• **Your task**
Take the lines of the data below from the very first through the line containing "0 #5e4c4e) drop-shadow(-2px" and output them exactly, pictures excluded.

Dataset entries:
<<<<

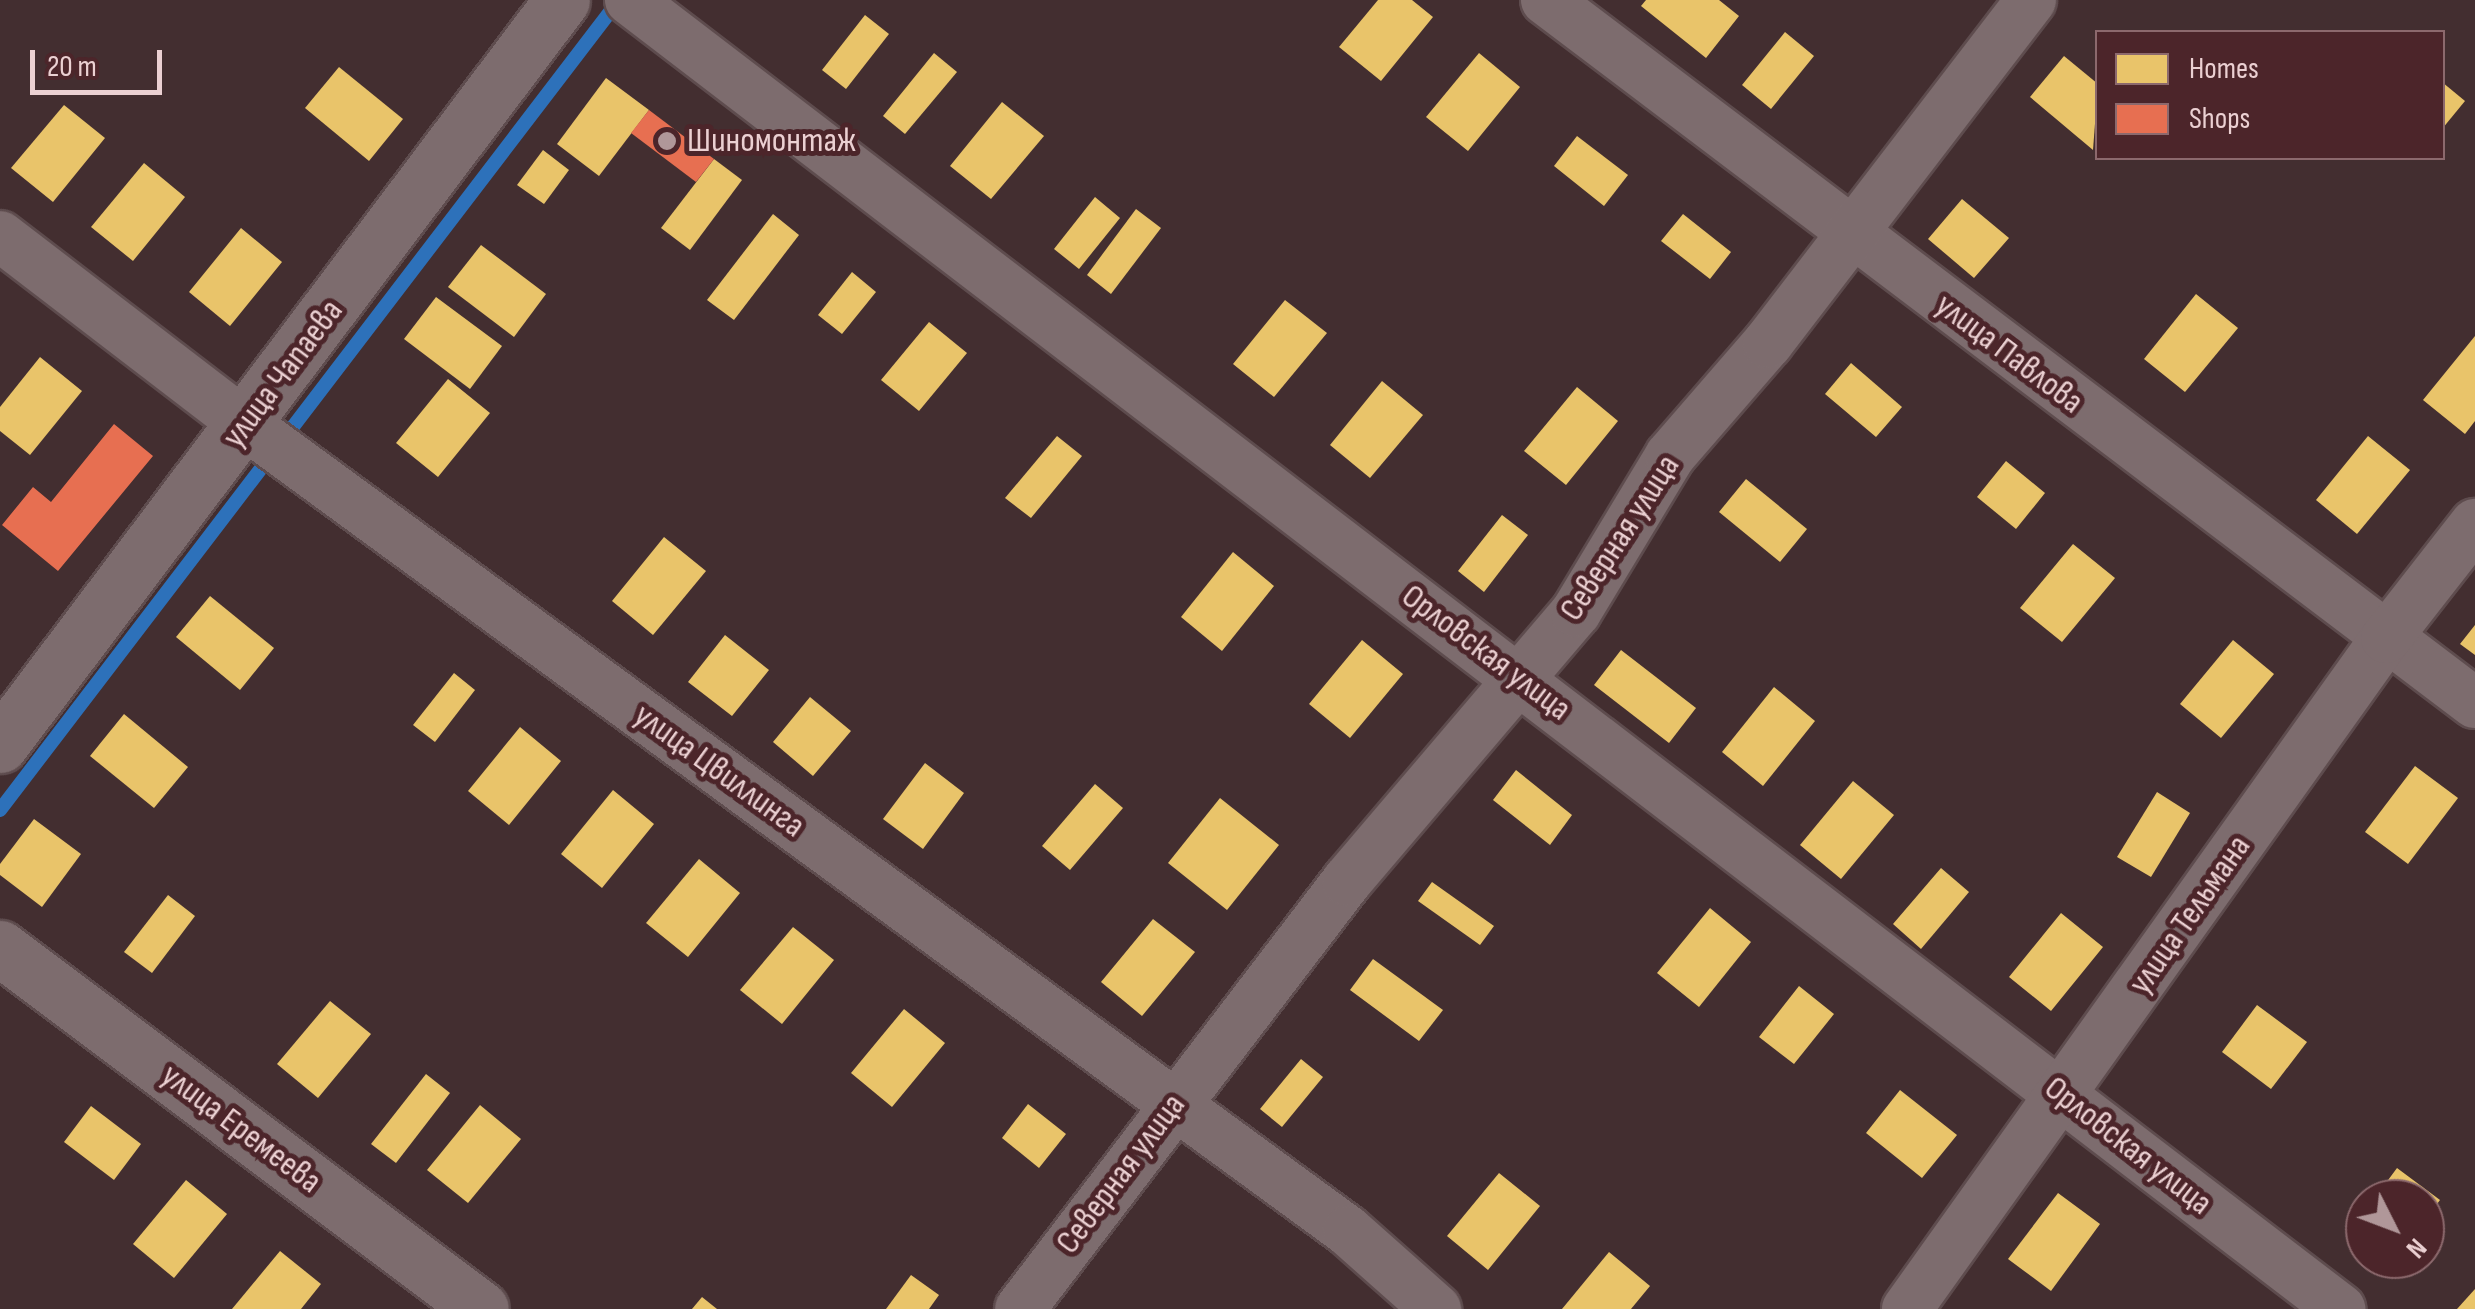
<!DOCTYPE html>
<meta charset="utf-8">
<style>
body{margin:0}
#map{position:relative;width:2475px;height:1309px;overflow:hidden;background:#432e30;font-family:"Sofia Sans Condensed",sans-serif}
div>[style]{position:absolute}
.homes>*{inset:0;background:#e9c46a}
.shops>*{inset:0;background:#e76f51}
.stream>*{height:14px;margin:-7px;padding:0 7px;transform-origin:7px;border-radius:7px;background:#2d71ba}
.roads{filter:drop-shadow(2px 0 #5e4c4e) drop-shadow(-2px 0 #5e4c4e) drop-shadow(0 2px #5e4c4e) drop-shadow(0 -2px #5e4c4e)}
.street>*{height:50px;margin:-25px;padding:0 25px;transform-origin:25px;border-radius:25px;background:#7d6c6e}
.secondary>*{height:55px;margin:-27.5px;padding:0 27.5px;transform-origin:27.5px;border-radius:27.5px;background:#7d6c6e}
.dots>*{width:28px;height:28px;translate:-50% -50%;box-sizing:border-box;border:5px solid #4c252a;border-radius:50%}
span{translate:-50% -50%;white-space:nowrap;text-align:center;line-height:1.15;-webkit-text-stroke:10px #4c252a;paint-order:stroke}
.poi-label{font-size:35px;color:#ebd0d2}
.left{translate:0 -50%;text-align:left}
.street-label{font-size:35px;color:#ebd0d2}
.legend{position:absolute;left:2095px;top:30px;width:350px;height:130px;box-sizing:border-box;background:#4c252a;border:2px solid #8c696d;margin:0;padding:12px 18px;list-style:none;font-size:30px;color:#ebd0d2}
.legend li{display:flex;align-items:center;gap:20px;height:50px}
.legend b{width:50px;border:2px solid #8c696d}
.north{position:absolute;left:2345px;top:1179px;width:100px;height:100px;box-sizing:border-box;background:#4c252a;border:2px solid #8c696d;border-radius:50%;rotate:132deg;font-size:28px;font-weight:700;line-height:40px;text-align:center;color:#ebd0d2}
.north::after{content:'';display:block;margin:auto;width:35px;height:45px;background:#b09799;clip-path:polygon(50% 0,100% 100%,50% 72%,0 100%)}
.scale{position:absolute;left:30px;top:50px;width:132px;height:45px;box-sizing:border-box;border:5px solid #ebd0d2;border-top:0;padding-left:12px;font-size:30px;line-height:35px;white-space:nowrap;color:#ebd0d2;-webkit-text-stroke:8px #4c252a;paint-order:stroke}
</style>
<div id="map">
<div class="homes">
<div style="clip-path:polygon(1378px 0,1412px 0,1433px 17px,1381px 81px,1339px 47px)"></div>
<div style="clip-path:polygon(1646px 0,1719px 0,1739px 16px,1706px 58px,1641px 6px)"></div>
<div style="clip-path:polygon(865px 15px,889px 34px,846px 89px,822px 70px)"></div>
<div style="clip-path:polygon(1785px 32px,1814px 56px,1771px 109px,1742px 85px)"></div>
<div style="clip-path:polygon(934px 53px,957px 72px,905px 134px,883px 116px)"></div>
<div style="clip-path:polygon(1479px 53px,1520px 87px,1468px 151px,1426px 117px)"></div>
<div style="clip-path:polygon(2064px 56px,2098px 84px,2093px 150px,2030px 97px)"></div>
<div style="clip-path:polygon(339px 67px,403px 119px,369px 161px,305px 108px)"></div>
<div style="clip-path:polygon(606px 78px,649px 110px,599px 176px,557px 144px)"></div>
<div style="clip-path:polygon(2442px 82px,2465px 101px,2442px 129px)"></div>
<div style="clip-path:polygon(1002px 102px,1044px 136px,991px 199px,950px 166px)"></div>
<div style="clip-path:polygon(64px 105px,105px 138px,53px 202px,11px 168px)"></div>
<div style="clip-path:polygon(1577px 136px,1628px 175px,1604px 206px,1554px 166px)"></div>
<div style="clip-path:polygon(543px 150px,569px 170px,544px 204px,517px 185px)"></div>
<div style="clip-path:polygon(714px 159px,742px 180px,690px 250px,661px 228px)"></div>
<div style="clip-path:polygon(144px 163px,185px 197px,133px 261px,91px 227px)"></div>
<div style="clip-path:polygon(1095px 197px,1120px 218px,1079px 269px,1054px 249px)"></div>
<div style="clip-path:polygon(1962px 199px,2009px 238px,1974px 278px,1928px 239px)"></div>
<div style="clip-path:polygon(1136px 209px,1161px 228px,1111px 294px,1087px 275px)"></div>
<div style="clip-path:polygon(773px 214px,799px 235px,734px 320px,707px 300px)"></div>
<div style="clip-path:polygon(1683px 214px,1731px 252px,1710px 279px,1661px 241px)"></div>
<div style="clip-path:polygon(241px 228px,282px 262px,230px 326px,189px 292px)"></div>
<div style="clip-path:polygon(481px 245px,546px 294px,514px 337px,448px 287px)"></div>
<div style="clip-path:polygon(852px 272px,876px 292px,842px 334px,818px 315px)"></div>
<div style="clip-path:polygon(2196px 294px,2238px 328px,2185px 392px,2144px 359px)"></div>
<div style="clip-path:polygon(436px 297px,502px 346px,470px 389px,404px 339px)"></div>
<div style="clip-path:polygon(1285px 300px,1327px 333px,1274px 397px,1233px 364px)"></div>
<div style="clip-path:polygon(929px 322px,967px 353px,919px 411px,881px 380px)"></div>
<div style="clip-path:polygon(2475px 336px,2475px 421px,2465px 434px,2423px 400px)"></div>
<div style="clip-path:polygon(40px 357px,82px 391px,30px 455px,0 431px,0 407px)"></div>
<div style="clip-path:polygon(1851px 363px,1902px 407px,1876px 437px,1825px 394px)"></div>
<div style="clip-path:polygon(448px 379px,490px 413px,438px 477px,396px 443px)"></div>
<div style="clip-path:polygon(1382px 381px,1423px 415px,1370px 478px,1330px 445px)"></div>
<div style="clip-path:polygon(1577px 387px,1618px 421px,1566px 485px,1524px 451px)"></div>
<div style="clip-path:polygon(1057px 436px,1082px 456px,1031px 518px,1005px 498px)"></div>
<div style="clip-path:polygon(2368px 436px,2410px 470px,2357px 534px,2316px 500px)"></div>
<div style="clip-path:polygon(2006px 461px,2045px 493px,2016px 529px,1977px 497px)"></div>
<div style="clip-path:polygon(1746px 479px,1807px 529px,1780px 562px,1719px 512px)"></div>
<div style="clip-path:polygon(1502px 515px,1528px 535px,1484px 592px,1458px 571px)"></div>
<div style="clip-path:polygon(664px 537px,706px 571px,653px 635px,612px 601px)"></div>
<div style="clip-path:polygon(2073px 544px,2115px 578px,2062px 642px,2020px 608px)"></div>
<div style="clip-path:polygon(1233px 552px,1274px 586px,1222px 651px,1181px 617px)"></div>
<div style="clip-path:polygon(210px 596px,274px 648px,240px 690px,176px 637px)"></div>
<div style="clip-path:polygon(2475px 625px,2475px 655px,2460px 644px)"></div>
<div style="clip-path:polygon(725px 635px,769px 670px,732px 716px,688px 682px)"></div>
<div style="clip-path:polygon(1362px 640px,1403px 674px,1350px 738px,1309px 704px)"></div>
<div style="clip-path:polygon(2233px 640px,2274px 674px,2221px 738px,2180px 704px)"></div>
<div style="clip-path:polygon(1621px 650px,1696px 708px,1669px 743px,1594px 685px)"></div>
<div style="clip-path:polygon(454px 673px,475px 690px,435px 742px,413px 725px)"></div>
<div style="clip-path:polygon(1774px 687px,1815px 721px,1763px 786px,1722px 752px)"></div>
<div style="clip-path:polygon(810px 697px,851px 731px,813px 776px,773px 742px)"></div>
<div style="clip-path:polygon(124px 714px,188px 767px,154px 808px,90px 756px)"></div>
<div style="clip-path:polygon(520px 727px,561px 761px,509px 825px,468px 791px)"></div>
<div style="clip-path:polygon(925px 763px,964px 793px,923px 849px,883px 819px)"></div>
<div style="clip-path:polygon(2415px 766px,2458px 798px,2408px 864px,2365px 832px)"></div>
<div style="clip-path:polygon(1516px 770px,1572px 815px,1550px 845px,1493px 800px)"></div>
<div style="clip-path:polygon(1853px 781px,1894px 815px,1841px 879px,1800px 845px)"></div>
<div style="clip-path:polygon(1095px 784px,1123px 808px,1070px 870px,1042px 846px)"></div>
<div style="clip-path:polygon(613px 790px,654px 824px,602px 888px,561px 854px)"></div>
<div style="clip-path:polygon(2157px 792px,2190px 813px,2151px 877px,2117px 857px)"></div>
<div style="clip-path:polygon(1220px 798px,1279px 845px,1227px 910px,1168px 863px)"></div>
<div style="clip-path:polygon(34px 819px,81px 854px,42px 907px,0 875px,0 864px)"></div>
<div style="clip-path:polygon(699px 859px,740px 893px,688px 957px,646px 923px)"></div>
<div style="clip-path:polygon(1941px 868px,1969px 892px,1921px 949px,1893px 924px)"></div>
<div style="clip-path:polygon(1432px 882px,1494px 926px,1480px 945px,1418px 901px)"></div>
<div style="clip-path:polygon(168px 895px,195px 916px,152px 973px,124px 952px)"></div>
<div style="clip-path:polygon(1710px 908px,1751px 942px,1699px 1007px,1657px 973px)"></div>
<div style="clip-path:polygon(2061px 913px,2103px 947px,2051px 1011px,2009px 977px)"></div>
<div style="clip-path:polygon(1153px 919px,1195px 952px,1142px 1016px,1101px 982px)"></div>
<div style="clip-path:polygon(793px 927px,834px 960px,782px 1024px,740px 990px)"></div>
<div style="clip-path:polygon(1373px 959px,1443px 1010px,1419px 1041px,1350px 990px)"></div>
<div style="clip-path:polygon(1799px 986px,1834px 1014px,1794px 1064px,1759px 1037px)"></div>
<div style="clip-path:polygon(330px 1001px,371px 1034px,318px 1098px,277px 1064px)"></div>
<div style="clip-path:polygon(2257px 1005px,2307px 1042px,2271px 1089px,2222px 1052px)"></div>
<div style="clip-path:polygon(904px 1009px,945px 1043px,892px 1107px,851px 1073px)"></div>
<div style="clip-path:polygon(1301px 1059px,1323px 1077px,1282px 1127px,1260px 1109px)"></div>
<div style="clip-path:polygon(426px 1074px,450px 1093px,396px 1163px,371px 1144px)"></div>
<div style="clip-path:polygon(1900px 1090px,1957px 1135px,1922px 1178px,1866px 1133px)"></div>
<div style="clip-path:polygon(1028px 1104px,1066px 1134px,1039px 1168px,1002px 1138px)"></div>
<div style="clip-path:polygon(480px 1105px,521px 1139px,468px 1203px,427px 1170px)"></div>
<div style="clip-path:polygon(91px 1106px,141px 1144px,114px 1180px,64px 1142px)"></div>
<div style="clip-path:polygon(2397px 1168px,2440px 1200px,2425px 1220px,2425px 1199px,2374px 1199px)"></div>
<div style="clip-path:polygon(1499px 1173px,1540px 1206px,1488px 1270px,1447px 1236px)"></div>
<div style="clip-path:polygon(186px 1180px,227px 1214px,174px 1278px,133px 1244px)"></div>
<div style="clip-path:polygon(2058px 1193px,2100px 1224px,2051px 1291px,2008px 1259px)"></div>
<div style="clip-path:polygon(2365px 1210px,2365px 1247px,2347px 1234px)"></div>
<div style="clip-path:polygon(280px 1251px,321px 1284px,301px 1309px,232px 1309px)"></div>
<div style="clip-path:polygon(1609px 1252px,1650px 1286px,1631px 1309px,1562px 1309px)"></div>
<div style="clip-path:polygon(911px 1275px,939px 1295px,929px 1309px,886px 1309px)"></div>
<div style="clip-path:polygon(2475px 1289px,2475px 1309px,2457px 1309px)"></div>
<div style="clip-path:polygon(702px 1297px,717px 1309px,692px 1309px)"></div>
</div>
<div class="shops">
<div style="clip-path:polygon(649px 110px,714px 159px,696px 182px,631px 133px)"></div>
<div style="clip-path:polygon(114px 424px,153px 456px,58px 571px,2px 525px,33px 487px,51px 502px)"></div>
</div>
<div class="stream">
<div style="left:0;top:810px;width:1019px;rotate:-52.61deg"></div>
</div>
<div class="roads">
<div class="street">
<div style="left:630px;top:0;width:2154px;rotate:37.43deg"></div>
<div style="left:1546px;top:0;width:1165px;rotate:37.12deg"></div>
<div style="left:0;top:236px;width:310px;rotate:37.5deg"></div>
<div style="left:246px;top:425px;width:1365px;rotate:36.18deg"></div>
<div style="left:1348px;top:1231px;width:118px;rotate:41.6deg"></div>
<div style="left:1020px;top:1309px;width:539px;rotate:-52.62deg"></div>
<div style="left:1347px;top:881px;width:353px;rotate:-49.6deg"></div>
<div style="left:1576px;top:612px;width:182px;rotate:-58.9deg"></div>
<div style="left:1670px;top:456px;width:150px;rotate:-49.1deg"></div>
<div style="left:1768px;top:343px;width:432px;rotate:-52.5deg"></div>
<div style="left:1907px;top:1309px;width:824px;rotate:-54.48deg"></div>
<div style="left:2386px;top:638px;width:145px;rotate:-52deg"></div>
</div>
<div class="secondary">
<div style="left:0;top:745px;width:933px;rotate:-52.97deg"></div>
<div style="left:0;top:948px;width:601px;rotate:36.89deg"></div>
</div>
</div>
<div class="dots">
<div style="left:667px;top:141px;background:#b09799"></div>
</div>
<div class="poi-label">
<span class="left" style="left:687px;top:141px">Шиномонтаж</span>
</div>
<div class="street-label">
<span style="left:2009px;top:354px;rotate:37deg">улица Павлова</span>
<span style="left:283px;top:374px;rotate:-53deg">улица Чапаева</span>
<span style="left:1620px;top:538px;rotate:-57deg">Северная улица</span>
<span style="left:1486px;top:653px;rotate:37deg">Орловская улица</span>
<span style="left:719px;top:771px;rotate:36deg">улица Цвиллинга</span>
<span style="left:2190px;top:915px;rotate:-55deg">улица Тельмана</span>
<span style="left:241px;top:1129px;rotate:37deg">улица Еремеева</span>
<span style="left:2128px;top:1146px;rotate:38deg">Орловская улица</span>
<span style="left:1121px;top:1174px;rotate:-53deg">Северная улица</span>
</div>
<ul class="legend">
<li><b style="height:28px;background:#e9c46a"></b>Homes</li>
<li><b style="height:28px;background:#e76f51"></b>Shops</li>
</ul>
<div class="north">N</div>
<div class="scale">20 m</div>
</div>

>>>>

• **Result**
<!DOCTYPE html>
<meta charset="utf-8">
<style>
body{margin:0}
#map{position:relative;width:2475px;height:1309px;overflow:hidden;background:#432e30;font-family:"Sofia Sans Condensed",sans-serif}
div>[style]{position:absolute}
.homes>*{inset:0;background:#e9c46a}
.shops>*{inset:0;background:#e76f51}
.stream>*{height:14px;margin:-7px;padding:0 7px;transform-origin:7px;border-radius:7px;background:#2d71ba}
.roads{filter:drop-shadow(2px 0 #5e4c4e) drop-shadow(-2px 0 #5e4c4e) drop-shadow(0 2px #5e4c4e) drop-shadow(0 -2px #5e4c4e)}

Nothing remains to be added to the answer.